(PROVIDED DATA Opens)

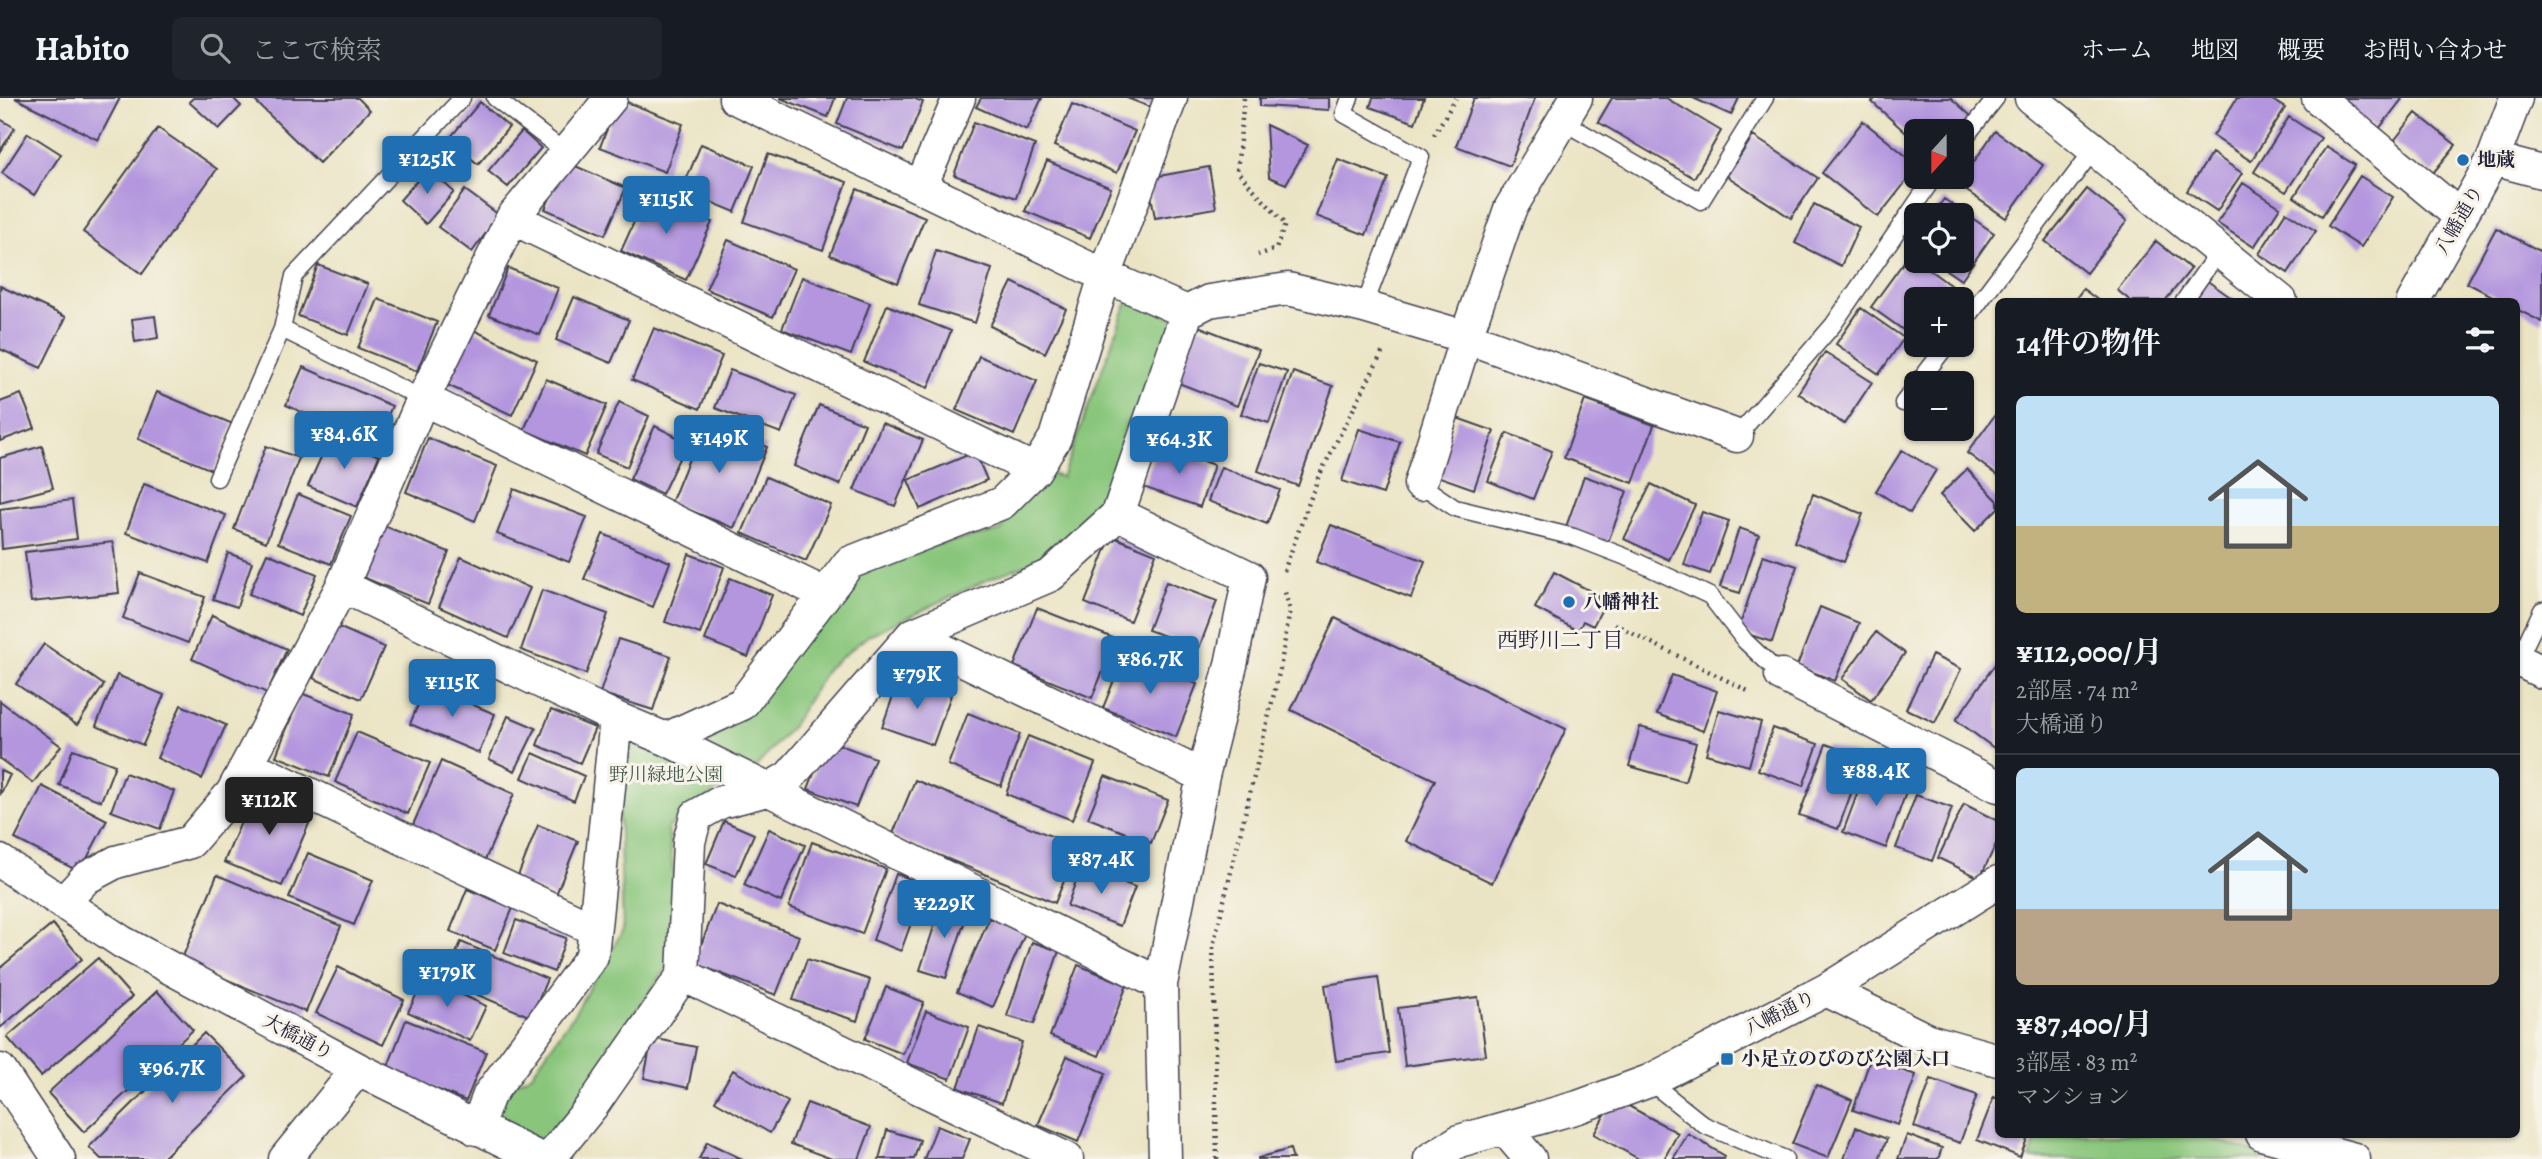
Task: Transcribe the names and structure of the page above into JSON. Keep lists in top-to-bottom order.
{
  "streets": {
    "street": ["八幡通り", "大橋通り"]
  },
  "districts": ["西野川二丁目"],
  "parks": ["野川緑地公園"],
  "places": {
    "other": ["地蔵", "八幡神社"],
    "transit": ["小足立のびのび公園入口"]
  },
  "north": "bottom",
  "page": {
    "header": "Habito",
    "search": "ここで検索",
    "nav": [
      "ホーム",
      "地図",
      "概要",
      "お問い合わせ"
    ],
    "map_buttons": ["+", "−"],
    "price": [
      "¥125K",
      "¥115K",
      "¥84.6K",
      "¥149K",
      "¥64.3K",
      "¥86.7K",
      "¥79K",
      "¥115K",
      "¥88.4K",
      "¥112K",
      "¥87.4K",
      "¥229K",
      "¥179K",
      "¥96.7K"
    ],
    "heading": "14件の物件",
    "list": [
      {
        "name": "¥112,000/月",
        "note": "2部屋 · 74 m² · 大橋通り"
      },
      {
        "name": "¥87,400/月",
        "note": "3部屋 · 83 m² · マンション"
      }
    ]
  }
}
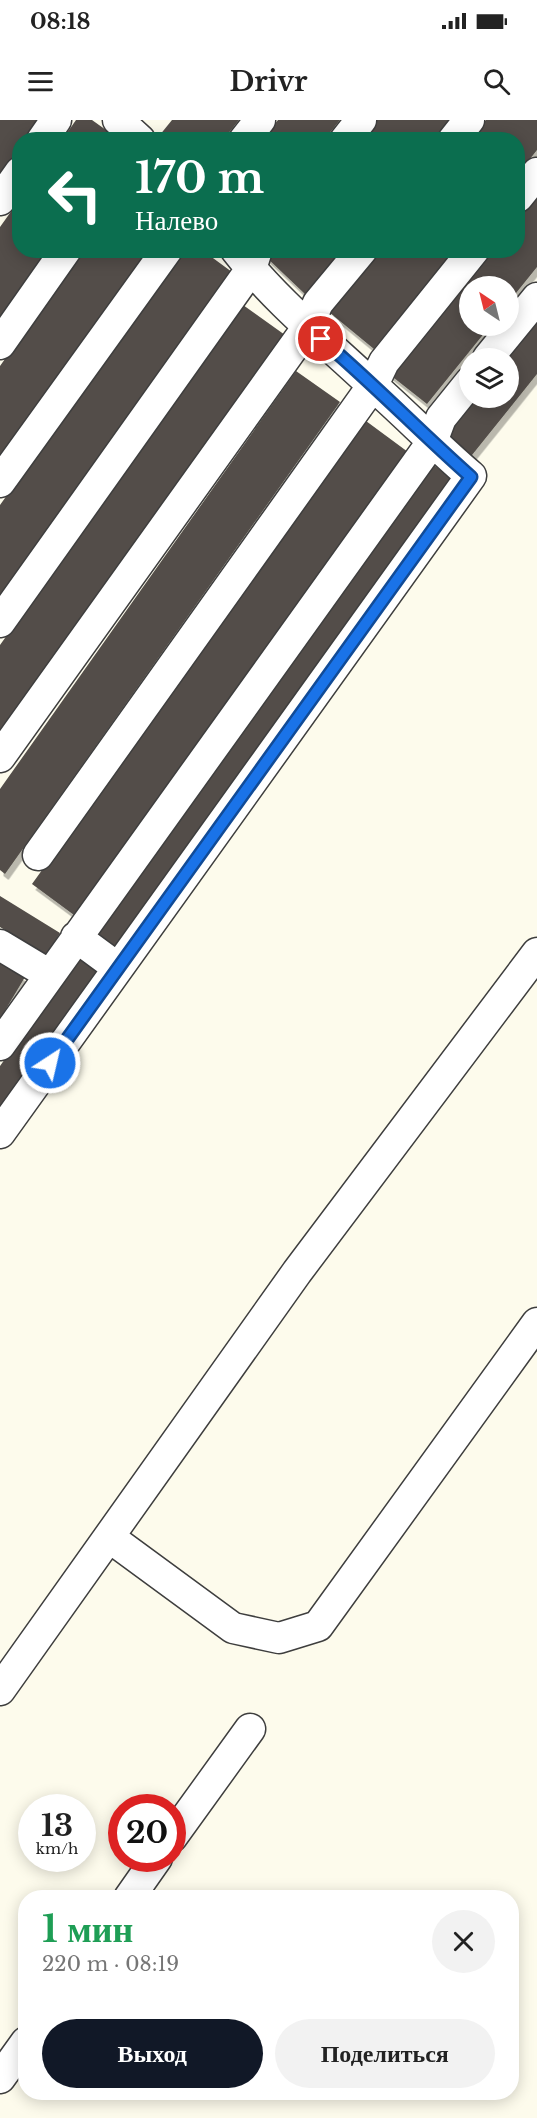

(PROVIDED DATA Closes)

**ACTIVITY:**
All the lines above should be reproduced exactly, and none of the pictures.

**WRITTEN SOLUTION:**
Task: Transcribe the names and structure of the page above into JSON. Keep lists in top-to-bottom order.
{
  "streets": {
    "street": ["八幡通り", "大橋通り"]
  },
  "districts": ["西野川二丁目"],
  "parks": ["野川緑地公園"],
  "places": {
    "other": ["地蔵", "八幡神社"],
    "transit": ["小足立のびのび公園入口"]
  },
  "north": "bottom",
  "page": {
    "header": "Habito",
    "search": "ここで検索",
    "nav": [
      "ホーム",
      "地図",
      "概要",
      "お問い合わせ"
    ],
    "map_buttons": ["+", "−"],
    "price": [
      "¥125K",
      "¥115K",
      "¥84.6K",
      "¥149K",
      "¥64.3K",
      "¥86.7K",
      "¥79K",
      "¥115K",
      "¥88.4K",
      "¥112K",
      "¥87.4K",
      "¥229K",
      "¥179K",
      "¥96.7K"
    ],
    "heading": "14件の物件",
    "list": [
      {
        "name": "¥112,000/月",
        "note": "2部屋 · 74 m² · 大橋通り"
      },
      {
        "name": "¥87,400/月",
        "note": "3部屋 · 83 m² · マンション"
      }
    ]
  }
}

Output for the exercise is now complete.